- Required action -
Retype the data that follows exactly. No pictures belong in the copy.

- Recorded data -
——

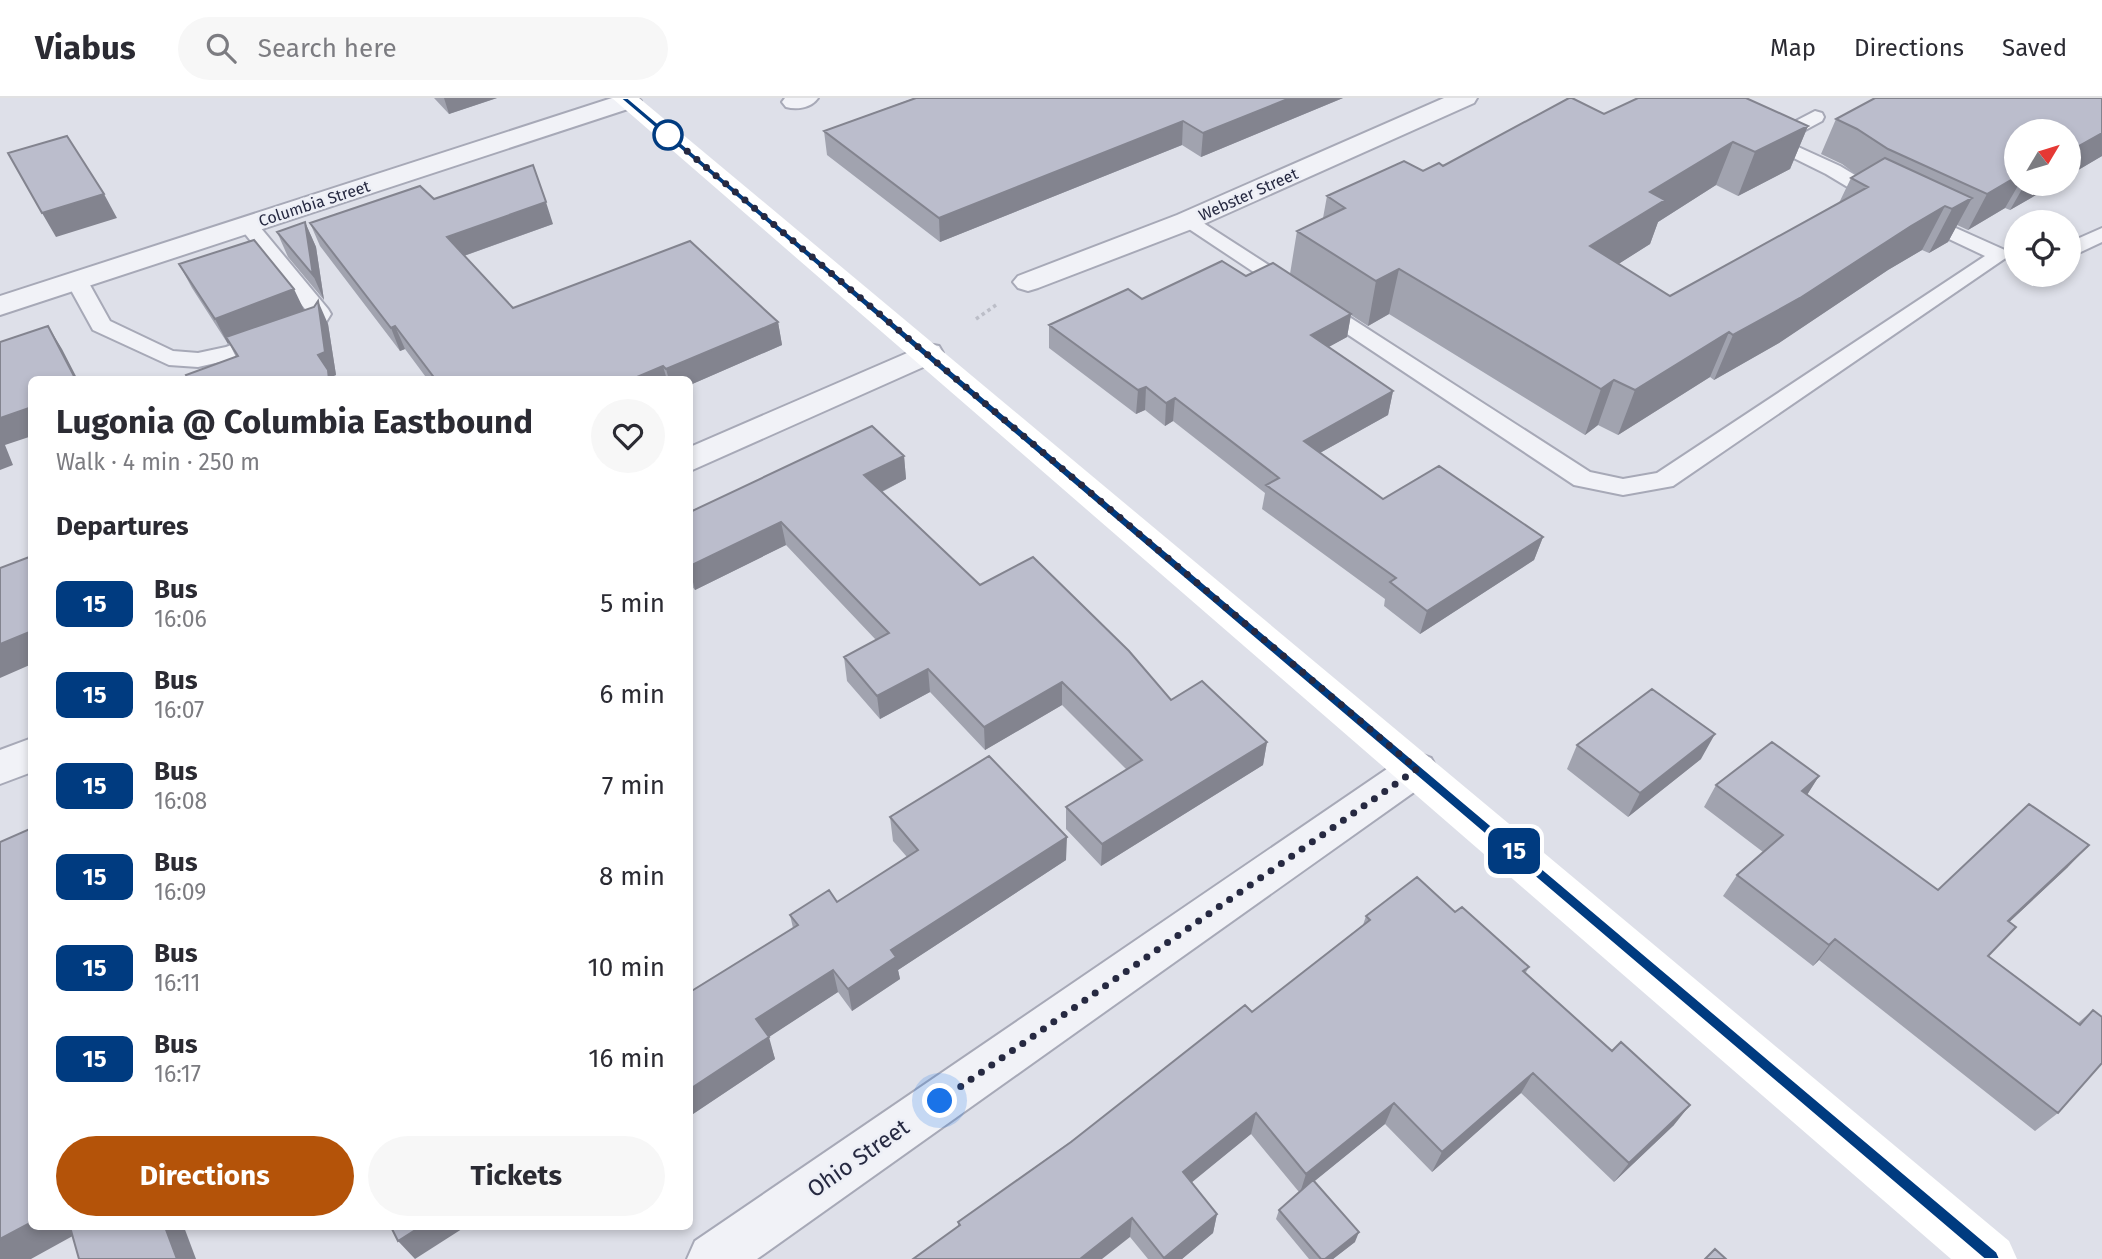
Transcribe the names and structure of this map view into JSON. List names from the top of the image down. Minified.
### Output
{"streets":{"street":["Webster Street","Columbia Street","Ohio Street"]},"lines":["bus line 15"],"north":"top right","page":{"header":"Viabus","search":"Search here","nav":["Map","Directions","Saved"],"on_map":"15","heading":[["Lugonia @ Columbia Eastbound","Walk · 4 min · 250 m"],"Departures"],"list":[{"mark":"15","name":"Bus","note":"16:06","value":"5 min"},{"mark":"15","name":"Bus","note":"16:07","value":"6 min"},{"mark":"15","name":"Bus","note":"16:08","value":"7 min"},{"mark":"15","name":"Bus","note":"16:09","value":"8 min"},{"mark":"15","name":"Bus","note":"16:11","value":"10 min"},{"mark":"15","name":"Bus","note":"16:17","value":"16 min"}],"buttons":["Directions","Tickets"]}}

——

- Completed task -
Transcribe the names and structure of this map view into JSON. List names from the top of the image down. Minified.
### Output
{"streets":{"street":["Webster Street","Columbia Street","Ohio Street"]},"lines":["bus line 15"],"north":"top right","page":{"header":"Viabus","search":"Search here","nav":["Map","Directions","Saved"],"on_map":"15","heading":[["Lugonia @ Columbia Eastbound","Walk · 4 min · 250 m"],"Departures"],"list":[{"mark":"15","name":"Bus","note":"16:06","value":"5 min"},{"mark":"15","name":"Bus","note":"16:07","value":"6 min"},{"mark":"15","name":"Bus","note":"16:08","value":"7 min"},{"mark":"15","name":"Bus","note":"16:09","value":"8 min"},{"mark":"15","name":"Bus","note":"16:11","value":"10 min"},{"mark":"15","name":"Bus","note":"16:17","value":"16 min"}],"buttons":["Directions","Tickets"]}}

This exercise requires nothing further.